2. The method according to claim 1, wherein the deterministic
function is driven by variables of hash values, resilience schemes,
distribution rules for storage units, Quality of Service (QoS)
policy or Service Level Agreement (SLA) policy.
3. The method according to claim 1, further comprising after step
(h) the steps of: i) checking if all stored TBSC(s) are kept in the
corresponding TBSD(s) periodically by the control units in the
corresponding storage units; and j) if the result of step (i) is
no, restoring the lost stored TBSC(s).
4. The method according to claim 1, further comprising between step
(b) and step (c) a step of: b1) encoding the TBSCs to have a
plurality of To-Be-Stored Parities (TBSP).
5. The method according to claim 4, further comprising between step
(b) and step (e) the steps of: c1) calculating a hash value for
each TBSP by the deterministic function by the edge component; and
d1) calculating a TBSD for each TBSP by the deterministic function
by the edge component.
6. A method for achieving distributed deduplication for a storage
system for IOT backup in a data center, comprising the steps of: a)
providing a deterministic function to control units each for one
storage unit in a storage system and an edge component linked to
the storage system; b) dividing a TBBD in the edge component into a
plurality of TBSCs in premeditated size by the edge component; c)
calculating a hash value for each TBSC by the deterministic
function by the edge component; d) calculating a TBSD for each TBSC
of N replicas of the TBBD by the deterministic function by the edge
component; e) checking if the TBSCs of the first replica already
exist at corresponding TBSDs by the control units; f) transmitting
the TBSC(s) having no TBSC existing at its TBSD with associated
TBSDs of the same TBSC(s) in other replica(s) to the corresponding
TBSD(s) and the associated hash value(s) to the control unit(s); g)
storing the TBSC(s) in the corresponding TBSD(s) and the hash
value(s) in the storage unit(s) chosen by the deterministic
function; h) replicating the TBSC(s) transmitted to the TBSD(s) of
the same TBSC(s) in other replica(s); and i) indexing the stored
TBSC(s) with the corresponding hash value(s) and TBSD(s) to the
edge component and the control unit(s) in the storage unit(s).
7. The method according to claim 6, wherein the deterministic
function is driven by variables of hash values, resilience schemes,
distribution rules for storage units, QoS policy or SLA policy.
8. The method according to claim 6, further comprising after step
(h) the steps of: j) checking if all stored TBSC(s) are kept in the
corresponding TBSD(s) periodically by the control units in the
corresponding storage units; and k) if the result of step (j) is
no, making a new replica for the lost stored TBSC(s).
9. The method according to claim 6, further comprising between step
(b) and step (c) a step of: b1) encoding the TBSCs to have a
plurality of TBSPs.
10. The method according to claim 9, further comprising between
step (b) and step (e) the steps of: c1) calculating a hash value
for each TBSP by the deterministic function by the edge component;
and d1) calculating a TBSD for each TBSP by the deterministic
function by the edge component.
11. A storage system of distributed deduplication achieved by the
method according to any one of claims 1-10 for IOT backup in a data
center comprising a plurality of storage units, characterized in
that each storage unit comprises: a plurality of TBSDs; a control
unit, for controlling operations of the storage unit; and a
distributed deduplication module, for providing or updating the
deterministic function to the control unit and the edge component,
and executing each step of the method in the control unit and/or
the edge component.
12. The storage system according to claim 11, wherein the
distributed deduplication module is hardware or software installed
in the control unit.
Description
FIELD OF THE INVENTION
[0001] The present invention relates to a storage system for
Internet Of Things (IOT) backup in data centers and an associated
method.
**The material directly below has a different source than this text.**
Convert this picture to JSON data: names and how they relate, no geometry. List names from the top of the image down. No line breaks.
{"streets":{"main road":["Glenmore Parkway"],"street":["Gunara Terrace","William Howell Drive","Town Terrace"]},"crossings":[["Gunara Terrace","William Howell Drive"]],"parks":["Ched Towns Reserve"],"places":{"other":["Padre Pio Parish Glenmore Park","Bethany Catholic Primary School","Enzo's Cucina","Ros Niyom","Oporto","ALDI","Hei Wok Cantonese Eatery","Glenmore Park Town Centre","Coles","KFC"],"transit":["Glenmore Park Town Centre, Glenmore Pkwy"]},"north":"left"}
More particularly, the present invention relates to a
storage system for IOT backup in data centers with distributed
deduplication technology to off-load the deduplication processing
efforts from storage system to edge components connected thereto,
and to scatter the big deduplication table data in centralized
storage system to all the storage units.
BACKGROUND OF THE INVENTION
[0002] Data centers are where huge amount of digital data are
stored for access. As time goes by, the same data may be packaged
in different formats, e.g. a statistic chart embedded in an excel
file or a word file, respectively. It occupies storage space for
the same data and thus causes waste of storage space. On the other
hand, for continuous data inputted from a single source, repeated
data also lower performance of the data centers. This is quite
often seen in a stream updating monitoring video that contains a
number of continuous frames with one or more corners keeping still.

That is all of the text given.